THE INPUT START

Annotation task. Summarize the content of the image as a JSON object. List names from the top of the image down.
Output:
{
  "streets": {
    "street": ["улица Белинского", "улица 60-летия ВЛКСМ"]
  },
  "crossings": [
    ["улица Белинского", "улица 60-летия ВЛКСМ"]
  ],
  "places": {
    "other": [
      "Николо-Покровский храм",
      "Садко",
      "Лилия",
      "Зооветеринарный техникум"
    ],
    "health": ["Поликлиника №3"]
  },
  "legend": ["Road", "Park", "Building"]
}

THE INPUT END

EXERCISE DIRECTIONS:
Each record above, from first to last, should be written out again exactly.

RESPONSE TO THE EXERCISE:
Annotation task. Summarize the content of the image as a JSON object. List names from the top of the image down.
Output:
{
  "streets": {
    "street": ["улица Белинского", "улица 60-летия ВЛКСМ"]
  },
  "crossings": [
    ["улица Белинского", "улица 60-летия ВЛКСМ"]
  ],
  "places": {
    "other": [
      "Николо-Покровский храм",
      "Садко",
      "Лилия",
      "Зооветеринарный техникум"
    ],
    "health": ["Поликлиника №3"]
  },
  "legend": ["Road", "Park", "Building"]
}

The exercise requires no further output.